I had a strange evening. I am going to leave up my last post despite the fact that, in rereading it, I find it almost maddeningly generic. It lacks me. I have found it difficult to write in this context since my arrival in the city because I find that my writerly energy is so wrapped up in the work I am endeavoring to create for my workshops. I think there is also a way in which I am living less in my own interior, and find I have less to say in regards to that interior. My time in Virginia was largely lived out in my own head, and my writing reflected it. Now I find that, given that much more is happening in the exterior of my life, I have less to say about the goings on of my mind. That isn't to imply I've had some kind of personality-death in DC. It's simply a relief, in a way, to have something to do with myself other than think about the ways in which my life has been inalterably twisted about, and the ramifications of that on my thinking and feeling and living.
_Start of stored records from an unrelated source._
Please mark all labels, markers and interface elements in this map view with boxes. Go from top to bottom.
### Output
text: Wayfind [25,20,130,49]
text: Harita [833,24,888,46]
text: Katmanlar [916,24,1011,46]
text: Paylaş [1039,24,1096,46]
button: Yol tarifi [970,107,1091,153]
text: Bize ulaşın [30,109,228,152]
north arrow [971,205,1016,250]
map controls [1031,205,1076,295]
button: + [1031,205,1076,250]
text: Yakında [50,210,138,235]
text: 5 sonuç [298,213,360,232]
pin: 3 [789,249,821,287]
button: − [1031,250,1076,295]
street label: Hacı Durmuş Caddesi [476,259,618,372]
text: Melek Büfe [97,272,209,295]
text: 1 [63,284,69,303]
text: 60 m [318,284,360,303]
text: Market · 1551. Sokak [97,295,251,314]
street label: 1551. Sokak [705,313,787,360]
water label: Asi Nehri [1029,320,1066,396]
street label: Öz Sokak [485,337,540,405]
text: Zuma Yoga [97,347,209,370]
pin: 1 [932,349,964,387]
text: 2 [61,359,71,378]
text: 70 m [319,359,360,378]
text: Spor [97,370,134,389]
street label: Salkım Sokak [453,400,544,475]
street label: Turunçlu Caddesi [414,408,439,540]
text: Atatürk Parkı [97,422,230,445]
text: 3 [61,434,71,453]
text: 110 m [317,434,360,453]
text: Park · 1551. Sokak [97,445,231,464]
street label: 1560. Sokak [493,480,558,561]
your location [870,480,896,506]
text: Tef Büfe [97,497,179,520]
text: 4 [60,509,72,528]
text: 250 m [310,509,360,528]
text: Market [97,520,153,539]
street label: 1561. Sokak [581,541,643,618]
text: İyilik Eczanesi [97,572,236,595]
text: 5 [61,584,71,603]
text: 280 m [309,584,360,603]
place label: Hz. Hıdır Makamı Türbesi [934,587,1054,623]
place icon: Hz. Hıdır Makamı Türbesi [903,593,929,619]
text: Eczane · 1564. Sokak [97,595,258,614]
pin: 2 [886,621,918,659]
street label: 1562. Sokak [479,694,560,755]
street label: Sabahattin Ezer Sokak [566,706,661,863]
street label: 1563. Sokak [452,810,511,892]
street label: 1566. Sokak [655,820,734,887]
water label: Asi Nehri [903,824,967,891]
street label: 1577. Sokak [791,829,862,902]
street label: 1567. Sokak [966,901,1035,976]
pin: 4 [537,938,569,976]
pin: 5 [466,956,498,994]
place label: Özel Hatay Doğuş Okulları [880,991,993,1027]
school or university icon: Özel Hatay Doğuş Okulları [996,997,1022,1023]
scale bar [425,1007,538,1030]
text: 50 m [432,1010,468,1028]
I bring this up because tonight one of the workshop pieces for my creative nonfiction piece dealt very specifically with some of what twisted my life up in the first place. The workshop descended into a chorus of questions. None of this was directed at me; it wasn't my piece. But, the simple hearing of the questions sent me into a sort of panic state, and I was shaken. How did the sister's illness effect the family? What did our narrator sacrifice for the sake of her sister? Is the narrator judgmental of her own anger regarding her sister's illness, or is she judgmental of the illness itself? What is healthy? Is this story about the narrator or the narrator's sister?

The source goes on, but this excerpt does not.